On November 26, 2013, the court entered an Order Overruling Objection to Claim of SGA Companies, Inc. pursuant to the court's oral decision at the November 13, 2013 hearing. As the holder of this allowed claim, SGA filed a motion on December 12, 2013, advising that it would proceed to file a competing reorganization plan in light of Trigee's failure to timely file a confirmable reorganization plan that would permissibly address SGA's claim.For the reasons explored below, the consequence on this current record is that the res judicata effect of the Final Fee Order extends to any malpractice damages claims against Lerch Early relating to the failure to list SGA's claim as disputed.

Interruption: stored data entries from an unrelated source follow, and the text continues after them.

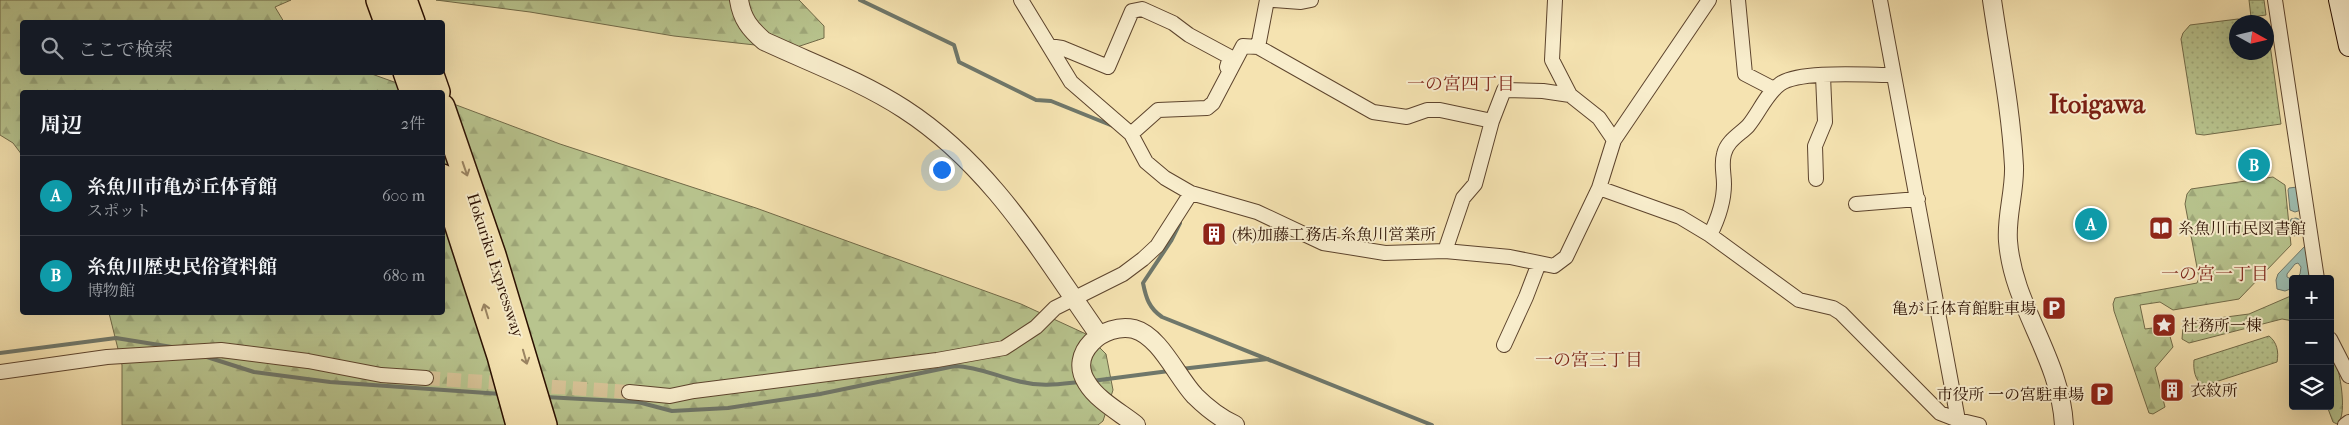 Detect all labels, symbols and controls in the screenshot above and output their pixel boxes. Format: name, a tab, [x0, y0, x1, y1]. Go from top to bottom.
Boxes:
north arrow	[2229, 15, 2274, 60]
search box	[20, 20, 445, 75]
icon: search	[38, 34, 66, 62]
text: ここで検索	[78, 39, 173, 61]
district label: 一の宮四丁目	[1407, 74, 1515, 95]
district label: Itoigawa	[2049, 89, 2146, 120]
text: 周辺	[40, 113, 82, 137]
text: 2件	[401, 114, 425, 133]
pin: B	[2238, 146, 2270, 184]
your location	[929, 157, 955, 183]
one-way arrow	[460, 161, 470, 177]
text: 糸魚川市亀が丘体育館	[87, 176, 277, 198]
text: A	[51, 186, 61, 205]
text: 600 m	[382, 186, 425, 205]
street label: Hokuriku Expressway	[463, 191, 528, 340]
text: スポット	[87, 201, 151, 220]
pin: A	[2075, 205, 2107, 243]
library icon: 糸魚川市民図書館	[2148, 215, 2174, 241]
place label: 糸魚川市民図書館	[2178, 219, 2306, 238]
building icon: (株)加藤工務店 糸魚川営業所	[1201, 221, 1227, 247]
place label: (株)加藤工務店 糸魚川営業所	[1232, 225, 1436, 244]
text: 糸魚川歴史民俗資料館	[87, 256, 277, 278]
district label: 一の宮一丁目	[2161, 264, 2269, 285]
text: B	[51, 266, 61, 285]
text: 680 m	[383, 266, 425, 285]
map controls	[2289, 275, 2334, 410]
button: +	[2289, 275, 2334, 320]
text: 博物館	[87, 281, 135, 300]
parking icon: 亀が丘体育館駐車場	[2041, 295, 2067, 321]
place label: 亀が丘体育館駐車場	[1892, 299, 2036, 318]
one-way arrow	[481, 303, 491, 319]
place icon: 社務所一棟	[2151, 312, 2177, 338]
place label: 社務所一棟	[2182, 316, 2262, 335]
button: −	[2289, 320, 2334, 365]
one-way arrow	[520, 349, 530, 365]
district label: 一の宮三丁目	[1535, 350, 1643, 371]
button: layers	[2289, 365, 2334, 410]
building icon: 衣紋所	[2159, 377, 2185, 403]
parking icon: 市役所 一の宮駐車場	[2089, 381, 2115, 407]
place label: 衣紋所	[2190, 381, 2238, 400]
place label: 市役所 一の宮駐車場	[1937, 385, 2084, 404] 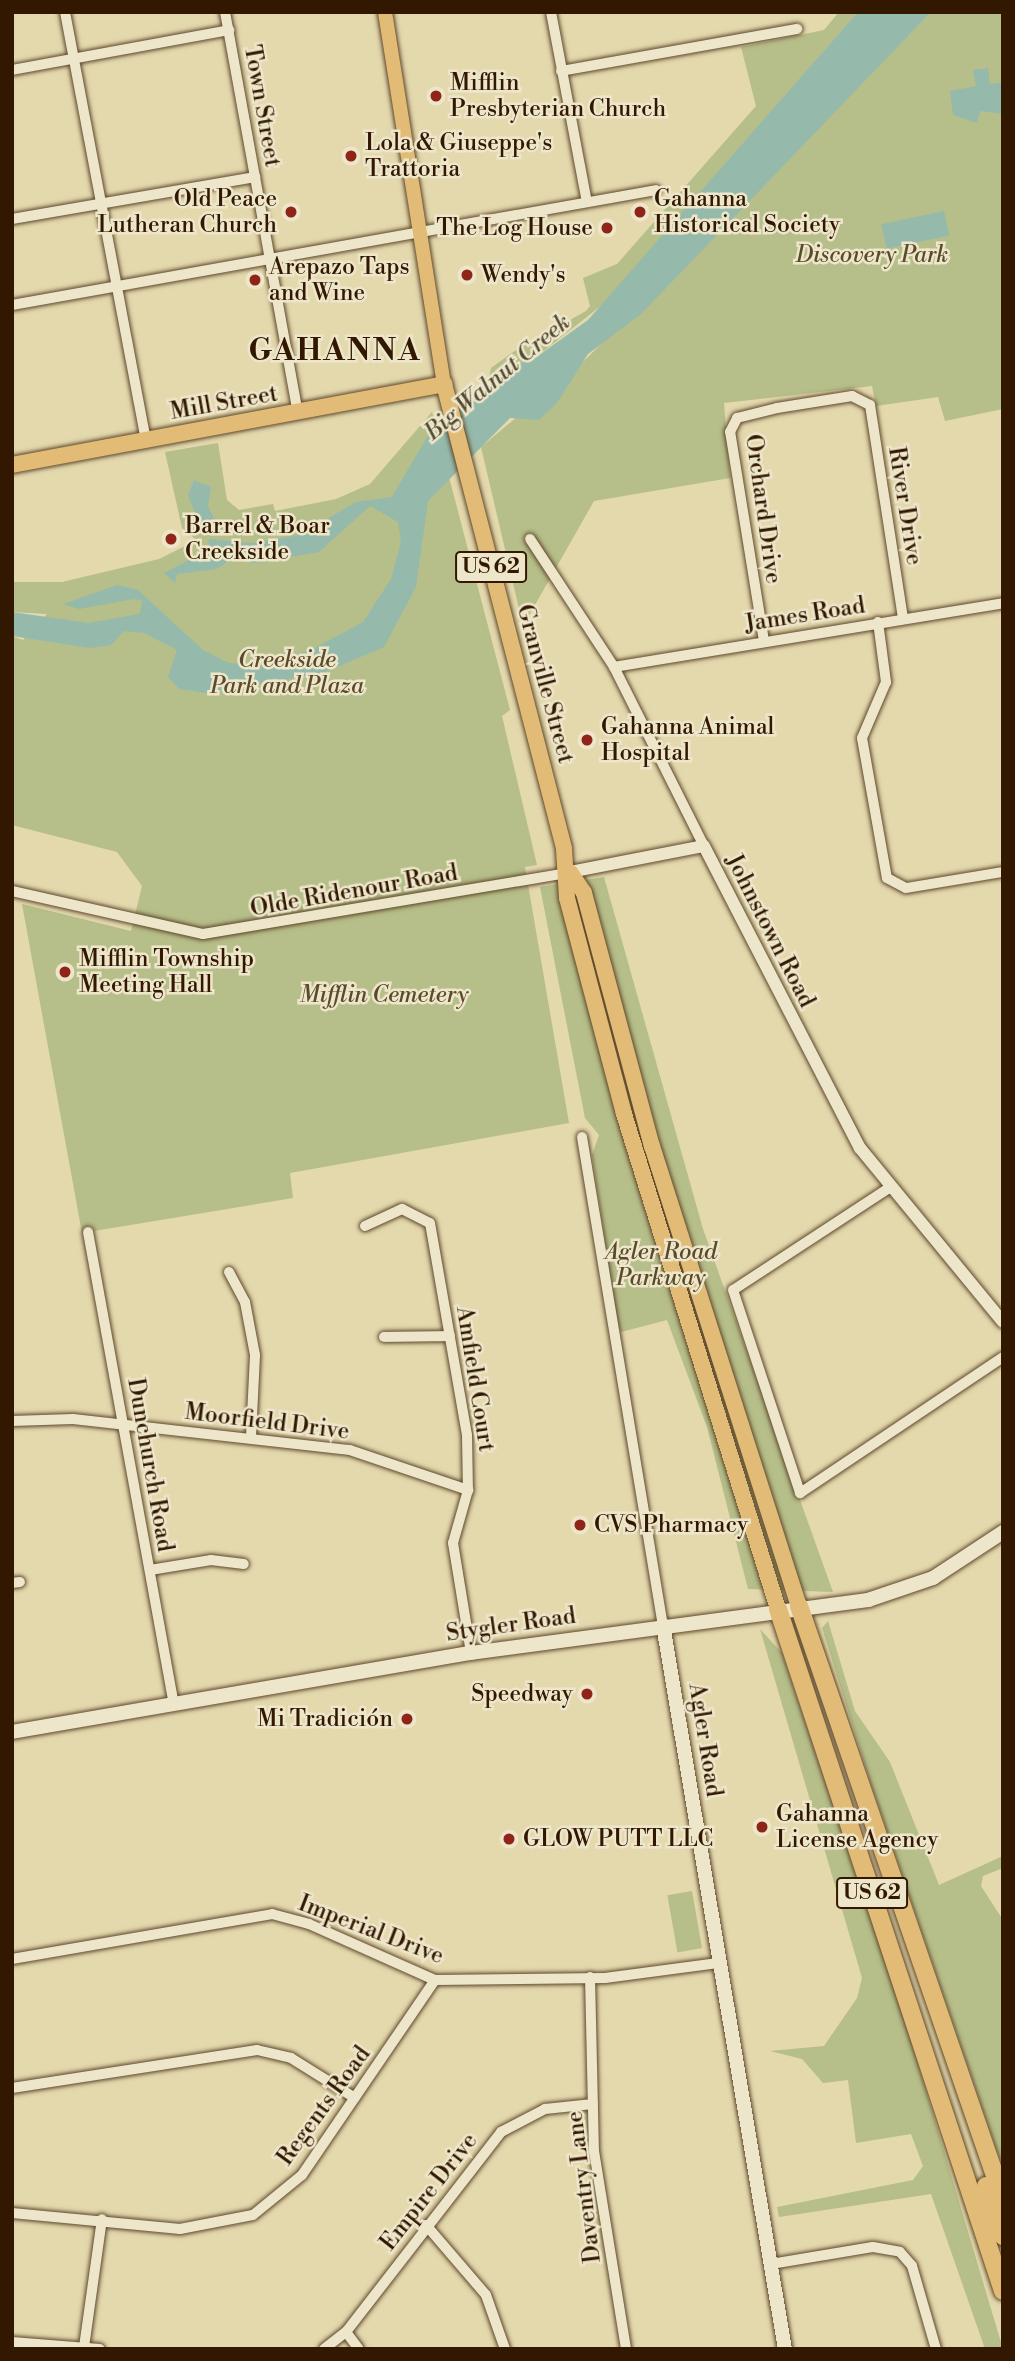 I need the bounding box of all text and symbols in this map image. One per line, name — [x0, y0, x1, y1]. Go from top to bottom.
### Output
street label: Town Street — [238, 43, 286, 169]
place label: Mifflin Presbyterian Church — [450, 69, 666, 123]
marker: Mifflin Presbyterian Church — [428, 88, 444, 104]
place label: Lola & Giuseppe's Trattoria — [365, 129, 552, 183]
marker: Lola & Giuseppe's Trattoria — [343, 148, 359, 164]
place label: Old Peace Lutheran Church — [98, 185, 277, 239]
place label: Gahanna Historical Society — [654, 185, 840, 239]
marker: Old Peace Lutheran Church — [283, 204, 299, 220]
marker: Gahanna Historical Society — [632, 204, 648, 220]
place label: The Log House — [436, 214, 593, 242]
marker: The Log House — [599, 220, 615, 236]
park label: Discovery Park — [796, 241, 948, 269]
place label: Arepazo Taps and Wine — [269, 253, 410, 307]
place label: Wendy's — [481, 261, 565, 289]
marker: Wendy's — [459, 267, 475, 283]
marker: Arepazo Taps and Wine — [247, 272, 263, 288]
water label: Big Walnut Creek — [419, 309, 577, 447]
district label: GAHANNA — [249, 333, 421, 369]
street label: Mill Street — [168, 380, 280, 426]
street label: Orchard Drive — [739, 433, 787, 585]
street label: River Drive — [882, 445, 928, 567]
place label: Barrel & Boar Creekside — [185, 512, 330, 566]
marker: Barrel & Boar Creekside — [163, 531, 179, 547]
road number: US 62 — [454, 550, 528, 584]
street label: James Road — [743, 592, 867, 638]
street label: Granville Street — [511, 601, 579, 767]
park label: Creekside Park and Plaza — [210, 646, 364, 700]
place label: Gahanna Animal Hospital — [601, 713, 774, 767]
marker: Gahanna Animal Hospital — [579, 732, 595, 748]
street label: Johnstown Road — [719, 850, 821, 1012]
street label: Olde Ridenour Road — [248, 859, 460, 923]
place label: Mifflin Township Meeting Hall — [79, 945, 254, 999]
marker: Mifflin Township Meeting Hall — [57, 964, 73, 980]
park label: Mifflin Cemetery — [299, 981, 469, 1009]
park label: Agler Road Parkway — [605, 1238, 717, 1292]
street label: Amfield Court — [450, 1304, 500, 1454]
street label: Dunchurch Road — [121, 1376, 179, 1554]
street label: Moorfield Drive — [183, 1398, 351, 1446]
place label: CVS Pharmacy — [594, 1511, 748, 1539]
marker: CVS Pharmacy — [572, 1517, 588, 1533]
street label: Stygler Road — [444, 1602, 578, 1648]
place label: Speedway — [471, 1680, 573, 1708]
street label: Agler Road — [682, 1681, 728, 1799]
marker: Speedway — [579, 1686, 595, 1702]
place label: Mi Tradición — [257, 1705, 393, 1733]
marker: Mi Tradición — [399, 1711, 415, 1727]
place label: Gahanna License Agency — [776, 1800, 938, 1854]
marker: Gahanna License Agency — [754, 1819, 770, 1835]
place label: GLOW PUTT LLC — [523, 1825, 713, 1853]
marker: GLOW PUTT LLC — [501, 1831, 517, 1847]
road number: US 62 — [835, 1876, 909, 1910]
street label: Imperial Drive — [294, 1890, 448, 1970]
street label: Regents Road — [272, 2041, 376, 2171]
street label: Daventry Lane — [561, 2110, 607, 2264]
street label: Empire Drive — [375, 2128, 483, 2256]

Trigee additionally notes that its schedules were not signed by Johnnie Mae Durant, the owner and president of Trigee, despite a representation on the schedules that she had signed them under penalty of perjury. However, even assuming without deciding that the failure to obtain Ms. Durant's signature was a factor leading to the scheduling of the SGA claim as undisputed, it was the listing of SGA's claim on Trigee's schedules as not disputed that proximately damaged Trigee, and not the failure to obtain Ms. Durant's signature.5

IIIFACTS

The following facts pertinent to the Motion for Reconsideration are not in genuine dispute. They include facts that the court previously found incident to entering the Dismissal Order of September 23, 2016. Other recited facts are based on filings in the bankruptcy case or adversary proceeding,including a transcript of the hearing of November 13, 2013, in the bankruptcy case.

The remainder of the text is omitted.